▶ THE TASK: Can you pull out each line of the data below that includes the word "Wales"?

▶ THE DATA:
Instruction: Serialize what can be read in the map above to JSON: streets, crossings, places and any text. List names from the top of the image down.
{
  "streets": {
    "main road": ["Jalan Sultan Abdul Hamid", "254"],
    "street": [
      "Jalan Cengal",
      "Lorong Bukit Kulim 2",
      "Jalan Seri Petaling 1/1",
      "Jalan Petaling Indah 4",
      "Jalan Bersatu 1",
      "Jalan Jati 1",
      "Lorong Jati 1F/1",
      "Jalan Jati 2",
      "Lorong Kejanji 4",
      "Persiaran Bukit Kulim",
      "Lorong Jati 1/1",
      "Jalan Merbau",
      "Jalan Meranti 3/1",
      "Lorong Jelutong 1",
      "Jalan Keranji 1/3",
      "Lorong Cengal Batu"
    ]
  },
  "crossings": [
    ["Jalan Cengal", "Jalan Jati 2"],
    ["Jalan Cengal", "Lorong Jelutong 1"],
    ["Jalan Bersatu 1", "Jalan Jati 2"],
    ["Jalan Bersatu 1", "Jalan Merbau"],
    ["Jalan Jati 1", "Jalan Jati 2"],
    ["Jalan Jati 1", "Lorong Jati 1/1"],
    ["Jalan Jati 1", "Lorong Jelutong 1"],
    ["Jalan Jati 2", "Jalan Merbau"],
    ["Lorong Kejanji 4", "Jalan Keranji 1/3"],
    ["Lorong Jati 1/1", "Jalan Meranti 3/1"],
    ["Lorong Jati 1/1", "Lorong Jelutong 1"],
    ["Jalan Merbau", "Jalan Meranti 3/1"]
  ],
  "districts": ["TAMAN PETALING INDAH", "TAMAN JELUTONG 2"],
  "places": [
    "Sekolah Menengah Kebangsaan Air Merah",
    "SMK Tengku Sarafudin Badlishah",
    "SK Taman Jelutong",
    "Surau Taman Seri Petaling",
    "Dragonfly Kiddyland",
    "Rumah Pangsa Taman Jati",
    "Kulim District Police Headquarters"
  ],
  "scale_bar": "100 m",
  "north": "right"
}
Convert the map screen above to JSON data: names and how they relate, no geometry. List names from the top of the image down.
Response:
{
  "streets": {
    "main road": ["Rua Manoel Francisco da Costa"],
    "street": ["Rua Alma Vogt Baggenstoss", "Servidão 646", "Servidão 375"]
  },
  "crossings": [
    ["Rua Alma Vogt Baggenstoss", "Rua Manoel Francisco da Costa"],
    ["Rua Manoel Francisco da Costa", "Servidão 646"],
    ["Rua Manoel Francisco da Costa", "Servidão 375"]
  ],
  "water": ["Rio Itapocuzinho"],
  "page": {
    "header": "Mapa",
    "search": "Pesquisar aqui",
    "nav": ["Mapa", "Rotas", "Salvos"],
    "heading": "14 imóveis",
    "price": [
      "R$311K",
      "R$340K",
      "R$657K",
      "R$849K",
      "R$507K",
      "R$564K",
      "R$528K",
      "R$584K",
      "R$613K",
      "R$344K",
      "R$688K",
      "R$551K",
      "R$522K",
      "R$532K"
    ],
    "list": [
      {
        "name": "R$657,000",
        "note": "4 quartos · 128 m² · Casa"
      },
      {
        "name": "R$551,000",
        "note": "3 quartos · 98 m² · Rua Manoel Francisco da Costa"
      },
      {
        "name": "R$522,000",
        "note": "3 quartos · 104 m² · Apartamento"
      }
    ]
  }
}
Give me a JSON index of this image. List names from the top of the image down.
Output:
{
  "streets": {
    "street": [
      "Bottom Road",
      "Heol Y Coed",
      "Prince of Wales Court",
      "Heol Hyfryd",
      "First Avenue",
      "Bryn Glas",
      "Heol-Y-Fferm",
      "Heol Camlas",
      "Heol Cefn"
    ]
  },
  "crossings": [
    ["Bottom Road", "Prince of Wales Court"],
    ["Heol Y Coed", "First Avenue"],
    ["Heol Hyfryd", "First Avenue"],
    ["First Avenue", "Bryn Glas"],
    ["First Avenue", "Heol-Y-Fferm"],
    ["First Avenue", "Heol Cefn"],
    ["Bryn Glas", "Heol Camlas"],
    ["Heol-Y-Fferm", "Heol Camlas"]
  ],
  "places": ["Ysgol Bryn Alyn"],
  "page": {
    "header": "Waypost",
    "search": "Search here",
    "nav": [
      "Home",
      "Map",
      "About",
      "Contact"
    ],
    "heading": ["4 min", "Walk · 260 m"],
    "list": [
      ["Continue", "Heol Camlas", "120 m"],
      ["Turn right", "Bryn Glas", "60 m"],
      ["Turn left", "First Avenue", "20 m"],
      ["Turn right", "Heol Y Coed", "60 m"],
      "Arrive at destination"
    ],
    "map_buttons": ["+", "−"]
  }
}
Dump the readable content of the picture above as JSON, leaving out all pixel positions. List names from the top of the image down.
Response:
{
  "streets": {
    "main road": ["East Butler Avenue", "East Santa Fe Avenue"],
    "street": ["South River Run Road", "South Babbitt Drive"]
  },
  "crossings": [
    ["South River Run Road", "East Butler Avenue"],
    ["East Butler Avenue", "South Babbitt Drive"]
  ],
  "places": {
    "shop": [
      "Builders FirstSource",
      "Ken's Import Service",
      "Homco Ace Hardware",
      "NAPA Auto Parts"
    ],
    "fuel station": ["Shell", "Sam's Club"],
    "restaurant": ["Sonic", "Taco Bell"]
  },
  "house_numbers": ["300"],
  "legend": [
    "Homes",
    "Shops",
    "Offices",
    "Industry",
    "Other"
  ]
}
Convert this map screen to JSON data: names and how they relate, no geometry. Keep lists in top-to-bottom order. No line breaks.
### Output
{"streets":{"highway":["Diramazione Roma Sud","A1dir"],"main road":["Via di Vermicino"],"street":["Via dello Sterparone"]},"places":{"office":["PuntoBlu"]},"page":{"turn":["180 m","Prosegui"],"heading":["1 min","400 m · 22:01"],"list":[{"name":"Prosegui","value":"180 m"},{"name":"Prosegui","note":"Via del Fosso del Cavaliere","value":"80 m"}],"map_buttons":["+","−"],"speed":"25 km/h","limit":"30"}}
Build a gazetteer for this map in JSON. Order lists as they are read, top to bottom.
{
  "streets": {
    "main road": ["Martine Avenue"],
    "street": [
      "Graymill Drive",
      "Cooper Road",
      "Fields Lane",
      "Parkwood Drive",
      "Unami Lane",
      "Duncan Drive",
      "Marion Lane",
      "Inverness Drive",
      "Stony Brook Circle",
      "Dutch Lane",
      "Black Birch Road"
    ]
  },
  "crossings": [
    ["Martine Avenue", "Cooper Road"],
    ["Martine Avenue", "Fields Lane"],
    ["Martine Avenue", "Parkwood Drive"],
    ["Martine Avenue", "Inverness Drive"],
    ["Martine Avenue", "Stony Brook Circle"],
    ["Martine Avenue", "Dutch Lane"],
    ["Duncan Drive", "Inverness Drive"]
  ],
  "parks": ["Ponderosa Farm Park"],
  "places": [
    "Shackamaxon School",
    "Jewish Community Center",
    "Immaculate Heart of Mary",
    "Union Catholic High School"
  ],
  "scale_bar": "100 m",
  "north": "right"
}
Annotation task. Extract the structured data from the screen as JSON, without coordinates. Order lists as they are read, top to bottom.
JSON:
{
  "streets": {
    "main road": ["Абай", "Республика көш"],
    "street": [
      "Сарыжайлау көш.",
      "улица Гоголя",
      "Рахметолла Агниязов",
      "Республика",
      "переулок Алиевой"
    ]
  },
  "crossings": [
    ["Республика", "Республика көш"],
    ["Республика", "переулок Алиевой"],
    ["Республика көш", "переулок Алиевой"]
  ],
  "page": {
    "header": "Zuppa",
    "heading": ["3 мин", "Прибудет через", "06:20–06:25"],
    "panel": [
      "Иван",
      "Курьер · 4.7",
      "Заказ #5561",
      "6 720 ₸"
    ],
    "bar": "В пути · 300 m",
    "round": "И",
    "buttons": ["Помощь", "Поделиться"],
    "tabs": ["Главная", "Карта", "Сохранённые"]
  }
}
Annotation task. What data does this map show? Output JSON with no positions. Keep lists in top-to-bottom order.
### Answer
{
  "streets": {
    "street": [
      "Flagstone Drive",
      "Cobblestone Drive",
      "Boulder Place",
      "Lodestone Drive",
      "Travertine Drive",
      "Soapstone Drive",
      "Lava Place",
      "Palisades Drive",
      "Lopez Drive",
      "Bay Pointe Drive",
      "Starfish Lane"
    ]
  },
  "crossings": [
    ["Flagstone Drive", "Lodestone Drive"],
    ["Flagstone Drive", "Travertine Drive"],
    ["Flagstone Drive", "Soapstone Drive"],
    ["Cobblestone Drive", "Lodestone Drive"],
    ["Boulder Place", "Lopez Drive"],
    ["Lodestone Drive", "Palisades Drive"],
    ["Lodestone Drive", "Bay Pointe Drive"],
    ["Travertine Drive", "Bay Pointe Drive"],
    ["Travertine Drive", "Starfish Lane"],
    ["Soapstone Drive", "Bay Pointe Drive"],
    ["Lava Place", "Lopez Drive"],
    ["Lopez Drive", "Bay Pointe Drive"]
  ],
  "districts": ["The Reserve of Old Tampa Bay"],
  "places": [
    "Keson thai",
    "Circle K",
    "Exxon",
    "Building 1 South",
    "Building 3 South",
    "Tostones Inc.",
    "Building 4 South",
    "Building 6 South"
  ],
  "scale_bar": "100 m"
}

▶ EXERCISE SOLUTION:
      "Prince of Wales Court",
    ["Bottom Road", "Prince of Wales Court"],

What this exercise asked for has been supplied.